◆ Recorded data:
┌────────

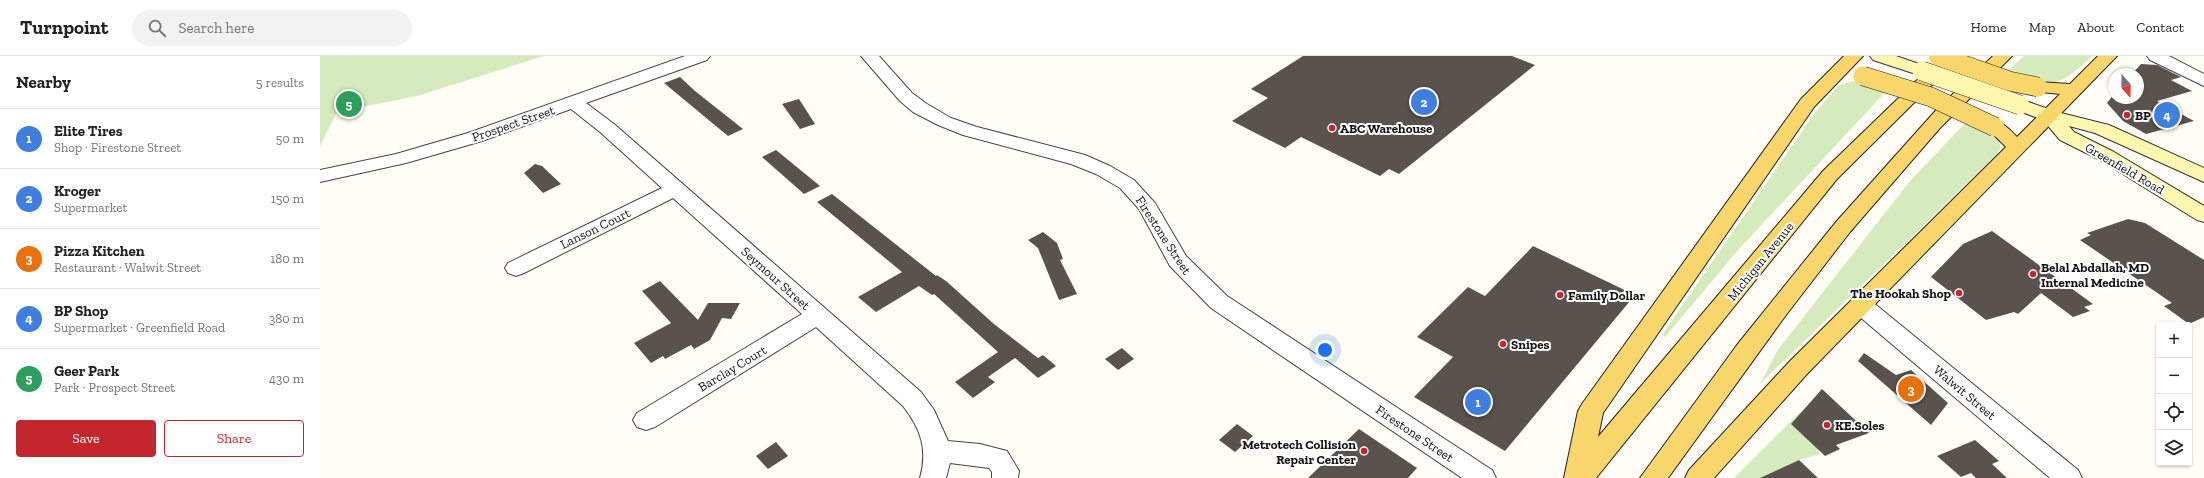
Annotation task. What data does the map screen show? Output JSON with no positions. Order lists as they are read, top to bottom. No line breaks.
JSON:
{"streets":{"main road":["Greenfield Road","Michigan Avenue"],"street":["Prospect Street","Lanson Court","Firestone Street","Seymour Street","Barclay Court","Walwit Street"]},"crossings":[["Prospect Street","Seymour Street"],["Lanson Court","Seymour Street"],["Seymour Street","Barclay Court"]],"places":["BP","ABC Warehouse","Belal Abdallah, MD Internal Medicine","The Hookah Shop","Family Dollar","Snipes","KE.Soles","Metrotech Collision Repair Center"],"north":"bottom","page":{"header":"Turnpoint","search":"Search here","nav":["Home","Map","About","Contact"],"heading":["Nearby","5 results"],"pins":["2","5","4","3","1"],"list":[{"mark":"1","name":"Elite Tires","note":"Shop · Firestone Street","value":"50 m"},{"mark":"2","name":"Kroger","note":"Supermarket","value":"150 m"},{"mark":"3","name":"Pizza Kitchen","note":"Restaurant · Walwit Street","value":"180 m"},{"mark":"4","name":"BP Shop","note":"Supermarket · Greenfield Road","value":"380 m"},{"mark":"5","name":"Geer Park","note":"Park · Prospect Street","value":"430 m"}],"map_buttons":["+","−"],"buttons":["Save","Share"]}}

└────────

◆ Prompt: If the material above contains pictures, exclude them from an otherwise exact transcription.

◆ Result for this exercise:
Annotation task. What data does the map screen show? Output JSON with no positions. Order lists as they are read, top to bottom. No line breaks.
JSON:
{"streets":{"main road":["Greenfield Road","Michigan Avenue"],"street":["Prospect Street","Lanson Court","Firestone Street","Seymour Street","Barclay Court","Walwit Street"]},"crossings":[["Prospect Street","Seymour Street"],["Lanson Court","Seymour Street"],["Seymour Street","Barclay Court"]],"places":["BP","ABC Warehouse","Belal Abdallah, MD Internal Medicine","The Hookah Shop","Family Dollar","Snipes","KE.Soles","Metrotech Collision Repair Center"],"north":"bottom","page":{"header":"Turnpoint","search":"Search here","nav":["Home","Map","About","Contact"],"heading":["Nearby","5 results"],"pins":["2","5","4","3","1"],"list":[{"mark":"1","name":"Elite Tires","note":"Shop · Firestone Street","value":"50 m"},{"mark":"2","name":"Kroger","note":"Supermarket","value":"150 m"},{"mark":"3","name":"Pizza Kitchen","note":"Restaurant · Walwit Street","value":"180 m"},{"mark":"4","name":"BP Shop","note":"Supermarket · Greenfield Road","value":"380 m"},{"mark":"5","name":"Geer Park","note":"Park · Prospect Street","value":"430 m"}],"map_buttons":["+","−"],"buttons":["Save","Share"]}}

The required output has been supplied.